* Task goal *
Where in the entries below does "Avenida" appear? Copy every line that has it.
*** Data for review ***
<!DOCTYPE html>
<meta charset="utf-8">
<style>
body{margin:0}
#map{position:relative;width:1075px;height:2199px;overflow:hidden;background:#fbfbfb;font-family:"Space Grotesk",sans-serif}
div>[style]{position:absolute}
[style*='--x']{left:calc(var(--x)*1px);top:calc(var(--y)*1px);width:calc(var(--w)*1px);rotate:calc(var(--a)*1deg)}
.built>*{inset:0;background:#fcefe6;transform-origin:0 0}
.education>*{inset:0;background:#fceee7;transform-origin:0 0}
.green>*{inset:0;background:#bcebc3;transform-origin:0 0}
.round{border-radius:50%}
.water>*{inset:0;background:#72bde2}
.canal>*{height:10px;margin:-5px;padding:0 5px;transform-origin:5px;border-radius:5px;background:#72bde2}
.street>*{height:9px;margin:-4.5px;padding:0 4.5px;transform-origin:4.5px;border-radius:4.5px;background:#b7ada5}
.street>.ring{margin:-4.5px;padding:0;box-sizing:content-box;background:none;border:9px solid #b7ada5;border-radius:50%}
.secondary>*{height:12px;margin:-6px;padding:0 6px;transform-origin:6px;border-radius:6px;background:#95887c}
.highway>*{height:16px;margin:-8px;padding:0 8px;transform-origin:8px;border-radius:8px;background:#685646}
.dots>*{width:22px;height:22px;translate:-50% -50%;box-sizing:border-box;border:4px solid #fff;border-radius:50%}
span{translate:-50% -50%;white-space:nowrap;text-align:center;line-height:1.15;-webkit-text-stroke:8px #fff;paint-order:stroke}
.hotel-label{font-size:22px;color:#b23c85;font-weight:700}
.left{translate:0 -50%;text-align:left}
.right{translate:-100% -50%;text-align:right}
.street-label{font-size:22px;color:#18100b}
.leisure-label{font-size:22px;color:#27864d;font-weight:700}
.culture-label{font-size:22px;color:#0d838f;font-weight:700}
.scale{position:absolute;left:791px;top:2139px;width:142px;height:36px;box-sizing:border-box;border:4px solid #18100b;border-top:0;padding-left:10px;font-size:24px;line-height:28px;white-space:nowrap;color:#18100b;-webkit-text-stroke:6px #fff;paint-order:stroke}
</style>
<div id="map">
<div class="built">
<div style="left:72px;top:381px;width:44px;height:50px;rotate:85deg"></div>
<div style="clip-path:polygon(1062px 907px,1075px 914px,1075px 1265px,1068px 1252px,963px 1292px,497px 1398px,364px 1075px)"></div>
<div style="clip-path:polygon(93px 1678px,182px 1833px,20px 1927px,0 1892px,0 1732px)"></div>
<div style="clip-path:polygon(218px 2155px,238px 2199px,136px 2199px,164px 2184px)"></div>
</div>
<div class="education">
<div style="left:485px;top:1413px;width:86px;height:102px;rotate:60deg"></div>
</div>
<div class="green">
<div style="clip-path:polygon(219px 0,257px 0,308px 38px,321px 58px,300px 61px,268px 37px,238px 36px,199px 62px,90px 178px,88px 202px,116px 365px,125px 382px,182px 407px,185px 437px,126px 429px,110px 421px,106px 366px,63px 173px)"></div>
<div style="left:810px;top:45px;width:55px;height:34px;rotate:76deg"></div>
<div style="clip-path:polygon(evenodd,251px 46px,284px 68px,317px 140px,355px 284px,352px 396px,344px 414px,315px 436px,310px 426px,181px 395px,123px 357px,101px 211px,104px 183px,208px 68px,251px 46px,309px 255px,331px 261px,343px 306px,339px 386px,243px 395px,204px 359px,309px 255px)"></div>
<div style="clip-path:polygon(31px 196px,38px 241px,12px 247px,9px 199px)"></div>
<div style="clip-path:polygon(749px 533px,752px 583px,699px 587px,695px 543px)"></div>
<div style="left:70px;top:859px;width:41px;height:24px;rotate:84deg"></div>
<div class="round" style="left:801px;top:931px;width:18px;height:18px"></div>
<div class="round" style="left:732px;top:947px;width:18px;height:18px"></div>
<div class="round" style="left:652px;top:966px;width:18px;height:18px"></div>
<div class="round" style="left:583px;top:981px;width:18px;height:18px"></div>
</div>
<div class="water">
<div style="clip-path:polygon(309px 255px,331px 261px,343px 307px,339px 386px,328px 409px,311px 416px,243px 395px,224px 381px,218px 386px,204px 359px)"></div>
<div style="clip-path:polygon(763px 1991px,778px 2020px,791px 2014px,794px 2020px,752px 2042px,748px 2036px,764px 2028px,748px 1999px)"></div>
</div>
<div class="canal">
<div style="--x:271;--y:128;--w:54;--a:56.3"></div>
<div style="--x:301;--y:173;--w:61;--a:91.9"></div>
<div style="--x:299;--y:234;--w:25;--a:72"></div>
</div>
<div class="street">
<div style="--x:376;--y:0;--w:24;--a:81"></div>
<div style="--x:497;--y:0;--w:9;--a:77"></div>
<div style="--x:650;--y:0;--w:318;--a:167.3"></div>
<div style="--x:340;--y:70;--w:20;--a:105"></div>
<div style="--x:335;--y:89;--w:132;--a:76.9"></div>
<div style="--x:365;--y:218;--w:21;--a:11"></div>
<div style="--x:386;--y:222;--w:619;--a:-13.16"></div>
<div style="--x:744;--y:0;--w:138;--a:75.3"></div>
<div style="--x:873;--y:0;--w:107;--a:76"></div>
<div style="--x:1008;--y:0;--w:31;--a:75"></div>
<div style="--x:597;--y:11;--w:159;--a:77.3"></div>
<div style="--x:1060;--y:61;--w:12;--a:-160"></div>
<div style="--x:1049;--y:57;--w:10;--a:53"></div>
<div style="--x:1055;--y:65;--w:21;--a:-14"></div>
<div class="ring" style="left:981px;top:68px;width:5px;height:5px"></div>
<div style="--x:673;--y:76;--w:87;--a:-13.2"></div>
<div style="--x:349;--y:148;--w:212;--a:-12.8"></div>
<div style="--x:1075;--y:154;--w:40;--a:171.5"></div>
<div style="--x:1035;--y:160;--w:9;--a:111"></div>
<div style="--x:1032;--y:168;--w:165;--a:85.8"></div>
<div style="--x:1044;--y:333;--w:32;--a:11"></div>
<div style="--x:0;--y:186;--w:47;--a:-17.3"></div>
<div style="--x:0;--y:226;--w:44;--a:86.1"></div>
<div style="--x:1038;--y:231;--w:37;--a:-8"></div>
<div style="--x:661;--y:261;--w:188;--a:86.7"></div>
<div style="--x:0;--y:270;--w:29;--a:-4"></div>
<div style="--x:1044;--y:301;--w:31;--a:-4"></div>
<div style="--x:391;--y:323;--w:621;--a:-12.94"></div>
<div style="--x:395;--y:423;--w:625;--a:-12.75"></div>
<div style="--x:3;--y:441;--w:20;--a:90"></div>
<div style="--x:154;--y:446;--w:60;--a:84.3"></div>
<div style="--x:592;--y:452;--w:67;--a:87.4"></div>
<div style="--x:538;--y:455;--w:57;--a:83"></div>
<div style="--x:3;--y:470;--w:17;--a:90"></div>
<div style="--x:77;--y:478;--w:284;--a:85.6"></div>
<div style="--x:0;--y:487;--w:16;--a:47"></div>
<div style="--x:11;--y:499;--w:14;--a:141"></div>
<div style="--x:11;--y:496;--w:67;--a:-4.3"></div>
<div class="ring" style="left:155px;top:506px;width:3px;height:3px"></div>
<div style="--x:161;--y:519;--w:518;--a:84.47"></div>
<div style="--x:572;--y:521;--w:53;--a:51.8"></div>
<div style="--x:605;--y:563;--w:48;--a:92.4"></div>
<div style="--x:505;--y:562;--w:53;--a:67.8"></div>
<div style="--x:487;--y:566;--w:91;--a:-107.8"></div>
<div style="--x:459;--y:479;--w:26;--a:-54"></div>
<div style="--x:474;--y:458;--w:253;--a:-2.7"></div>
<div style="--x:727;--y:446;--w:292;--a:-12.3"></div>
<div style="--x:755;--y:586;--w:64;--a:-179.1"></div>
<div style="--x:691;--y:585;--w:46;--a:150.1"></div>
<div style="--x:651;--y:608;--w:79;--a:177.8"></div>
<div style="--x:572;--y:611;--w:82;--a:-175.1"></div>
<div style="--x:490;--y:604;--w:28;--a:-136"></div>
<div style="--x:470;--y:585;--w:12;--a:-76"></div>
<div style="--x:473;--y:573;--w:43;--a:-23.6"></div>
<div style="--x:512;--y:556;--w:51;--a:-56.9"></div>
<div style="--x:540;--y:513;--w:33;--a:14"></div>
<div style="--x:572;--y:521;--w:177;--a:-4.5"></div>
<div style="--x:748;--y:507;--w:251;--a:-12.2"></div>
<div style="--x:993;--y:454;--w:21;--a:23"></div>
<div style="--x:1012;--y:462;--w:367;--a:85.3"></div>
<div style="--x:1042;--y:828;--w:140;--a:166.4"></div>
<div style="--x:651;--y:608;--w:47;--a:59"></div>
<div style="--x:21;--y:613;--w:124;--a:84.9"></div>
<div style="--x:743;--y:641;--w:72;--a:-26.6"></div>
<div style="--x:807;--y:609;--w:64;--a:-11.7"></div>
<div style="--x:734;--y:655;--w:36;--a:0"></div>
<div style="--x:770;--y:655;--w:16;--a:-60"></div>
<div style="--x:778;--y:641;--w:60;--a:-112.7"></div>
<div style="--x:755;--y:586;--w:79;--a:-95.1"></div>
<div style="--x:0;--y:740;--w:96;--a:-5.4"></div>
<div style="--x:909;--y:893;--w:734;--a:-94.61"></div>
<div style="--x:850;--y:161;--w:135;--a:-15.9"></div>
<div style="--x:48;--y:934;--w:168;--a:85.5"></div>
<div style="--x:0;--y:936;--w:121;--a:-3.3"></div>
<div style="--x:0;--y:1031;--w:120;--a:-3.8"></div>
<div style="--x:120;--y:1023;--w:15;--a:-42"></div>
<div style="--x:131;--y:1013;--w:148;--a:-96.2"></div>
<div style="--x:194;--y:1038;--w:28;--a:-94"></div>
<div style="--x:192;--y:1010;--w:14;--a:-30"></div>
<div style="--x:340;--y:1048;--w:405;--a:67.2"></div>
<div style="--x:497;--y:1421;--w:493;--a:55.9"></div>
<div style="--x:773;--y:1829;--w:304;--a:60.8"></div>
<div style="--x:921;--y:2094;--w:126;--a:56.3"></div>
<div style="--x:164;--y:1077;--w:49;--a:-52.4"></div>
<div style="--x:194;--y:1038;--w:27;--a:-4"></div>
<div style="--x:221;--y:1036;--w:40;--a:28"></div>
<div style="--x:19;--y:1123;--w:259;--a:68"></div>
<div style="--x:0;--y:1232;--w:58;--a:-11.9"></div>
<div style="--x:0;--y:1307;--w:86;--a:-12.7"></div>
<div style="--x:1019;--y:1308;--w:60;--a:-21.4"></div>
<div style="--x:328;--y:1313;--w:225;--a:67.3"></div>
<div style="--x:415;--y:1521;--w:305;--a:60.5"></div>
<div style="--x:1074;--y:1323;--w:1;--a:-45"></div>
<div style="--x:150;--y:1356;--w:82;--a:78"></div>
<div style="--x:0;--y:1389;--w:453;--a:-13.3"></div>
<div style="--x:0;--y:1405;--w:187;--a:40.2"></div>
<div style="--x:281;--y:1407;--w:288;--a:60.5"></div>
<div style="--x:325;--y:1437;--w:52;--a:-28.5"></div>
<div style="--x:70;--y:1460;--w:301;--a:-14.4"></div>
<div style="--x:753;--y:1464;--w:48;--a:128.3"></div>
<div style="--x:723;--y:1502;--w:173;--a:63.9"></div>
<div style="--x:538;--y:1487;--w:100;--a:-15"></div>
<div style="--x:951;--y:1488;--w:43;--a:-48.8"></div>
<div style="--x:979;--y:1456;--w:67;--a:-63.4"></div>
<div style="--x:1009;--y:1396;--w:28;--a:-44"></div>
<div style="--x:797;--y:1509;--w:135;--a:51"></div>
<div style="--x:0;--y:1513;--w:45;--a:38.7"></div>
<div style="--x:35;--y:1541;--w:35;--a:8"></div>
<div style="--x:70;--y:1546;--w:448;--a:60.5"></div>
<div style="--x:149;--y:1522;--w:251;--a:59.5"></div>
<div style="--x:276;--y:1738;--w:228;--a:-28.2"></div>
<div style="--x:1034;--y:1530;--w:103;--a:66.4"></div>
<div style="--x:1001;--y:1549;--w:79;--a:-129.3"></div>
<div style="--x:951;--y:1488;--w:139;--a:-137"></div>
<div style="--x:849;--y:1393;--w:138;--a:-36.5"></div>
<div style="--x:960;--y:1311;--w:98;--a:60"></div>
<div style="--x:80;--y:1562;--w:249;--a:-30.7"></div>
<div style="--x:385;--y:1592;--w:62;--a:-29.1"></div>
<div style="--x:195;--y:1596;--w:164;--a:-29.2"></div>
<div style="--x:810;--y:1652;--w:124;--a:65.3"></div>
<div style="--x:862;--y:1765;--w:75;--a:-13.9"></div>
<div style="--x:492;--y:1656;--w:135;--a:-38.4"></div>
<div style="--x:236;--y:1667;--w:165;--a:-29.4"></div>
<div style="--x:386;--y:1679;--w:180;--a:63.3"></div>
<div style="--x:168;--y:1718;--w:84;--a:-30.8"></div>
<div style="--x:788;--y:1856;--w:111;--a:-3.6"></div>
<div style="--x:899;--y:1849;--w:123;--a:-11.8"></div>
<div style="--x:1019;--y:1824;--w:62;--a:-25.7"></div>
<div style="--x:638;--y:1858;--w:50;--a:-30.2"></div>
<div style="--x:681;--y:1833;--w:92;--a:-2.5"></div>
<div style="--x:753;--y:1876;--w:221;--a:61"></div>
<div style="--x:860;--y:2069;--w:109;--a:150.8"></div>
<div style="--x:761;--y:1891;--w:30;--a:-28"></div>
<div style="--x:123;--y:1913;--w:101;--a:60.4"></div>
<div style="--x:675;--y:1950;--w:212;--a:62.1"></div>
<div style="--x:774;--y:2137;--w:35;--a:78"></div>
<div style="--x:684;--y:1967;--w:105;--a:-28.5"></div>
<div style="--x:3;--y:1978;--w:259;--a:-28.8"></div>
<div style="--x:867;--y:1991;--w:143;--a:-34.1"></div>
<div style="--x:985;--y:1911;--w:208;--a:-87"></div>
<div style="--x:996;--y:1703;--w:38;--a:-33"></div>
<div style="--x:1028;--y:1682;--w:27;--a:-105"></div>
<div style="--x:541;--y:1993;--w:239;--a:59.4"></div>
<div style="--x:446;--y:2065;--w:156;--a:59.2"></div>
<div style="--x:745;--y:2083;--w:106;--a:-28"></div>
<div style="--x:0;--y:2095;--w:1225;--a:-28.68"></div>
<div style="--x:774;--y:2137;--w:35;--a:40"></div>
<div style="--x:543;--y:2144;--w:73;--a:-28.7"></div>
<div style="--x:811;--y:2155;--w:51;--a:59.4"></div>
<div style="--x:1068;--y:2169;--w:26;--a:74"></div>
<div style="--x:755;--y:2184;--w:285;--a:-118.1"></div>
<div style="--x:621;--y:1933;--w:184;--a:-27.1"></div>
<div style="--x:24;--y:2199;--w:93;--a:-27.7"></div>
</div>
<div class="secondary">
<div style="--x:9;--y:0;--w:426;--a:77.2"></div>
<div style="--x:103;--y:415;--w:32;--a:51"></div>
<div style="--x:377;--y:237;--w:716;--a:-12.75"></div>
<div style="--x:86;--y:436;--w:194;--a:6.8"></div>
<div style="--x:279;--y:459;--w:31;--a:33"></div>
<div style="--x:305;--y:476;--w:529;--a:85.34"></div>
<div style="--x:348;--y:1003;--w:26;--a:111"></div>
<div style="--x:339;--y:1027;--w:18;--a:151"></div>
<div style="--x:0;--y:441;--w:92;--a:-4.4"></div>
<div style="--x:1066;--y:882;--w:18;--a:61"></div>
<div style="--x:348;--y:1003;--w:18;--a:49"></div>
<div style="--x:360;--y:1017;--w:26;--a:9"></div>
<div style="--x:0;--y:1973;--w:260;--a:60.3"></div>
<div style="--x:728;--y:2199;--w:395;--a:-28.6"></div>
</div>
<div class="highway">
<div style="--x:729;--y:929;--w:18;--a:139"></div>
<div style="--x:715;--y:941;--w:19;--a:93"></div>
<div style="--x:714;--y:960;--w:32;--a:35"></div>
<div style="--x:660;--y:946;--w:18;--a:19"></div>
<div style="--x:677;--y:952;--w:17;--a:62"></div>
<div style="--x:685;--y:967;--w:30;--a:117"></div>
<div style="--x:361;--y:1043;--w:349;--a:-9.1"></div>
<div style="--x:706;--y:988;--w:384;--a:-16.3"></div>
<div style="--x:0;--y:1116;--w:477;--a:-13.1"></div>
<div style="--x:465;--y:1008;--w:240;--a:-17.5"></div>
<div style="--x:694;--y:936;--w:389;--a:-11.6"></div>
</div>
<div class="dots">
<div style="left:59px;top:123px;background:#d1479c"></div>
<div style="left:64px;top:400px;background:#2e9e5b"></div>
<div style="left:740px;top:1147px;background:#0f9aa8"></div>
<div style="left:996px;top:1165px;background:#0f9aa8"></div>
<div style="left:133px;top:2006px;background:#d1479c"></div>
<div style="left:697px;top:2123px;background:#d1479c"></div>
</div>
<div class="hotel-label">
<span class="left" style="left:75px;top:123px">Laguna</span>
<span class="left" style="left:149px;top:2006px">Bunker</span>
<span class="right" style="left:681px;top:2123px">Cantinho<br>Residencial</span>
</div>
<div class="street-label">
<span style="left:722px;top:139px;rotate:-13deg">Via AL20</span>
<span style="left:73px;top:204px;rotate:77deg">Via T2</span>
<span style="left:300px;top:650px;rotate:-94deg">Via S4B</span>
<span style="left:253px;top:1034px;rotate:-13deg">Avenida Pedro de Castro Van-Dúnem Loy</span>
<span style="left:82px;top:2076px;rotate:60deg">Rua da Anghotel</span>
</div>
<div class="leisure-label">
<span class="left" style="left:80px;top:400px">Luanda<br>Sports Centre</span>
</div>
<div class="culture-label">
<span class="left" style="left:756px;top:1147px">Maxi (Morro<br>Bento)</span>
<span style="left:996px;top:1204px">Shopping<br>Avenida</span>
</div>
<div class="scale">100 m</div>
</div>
***
* Task answer *
<span style="left:253px;top:1034px;rotate:-13deg">Avenida Pedro de Castro Van-Dúnem Loy</span>
<span style="left:996px;top:1204px">Shopping<br>Avenida</span>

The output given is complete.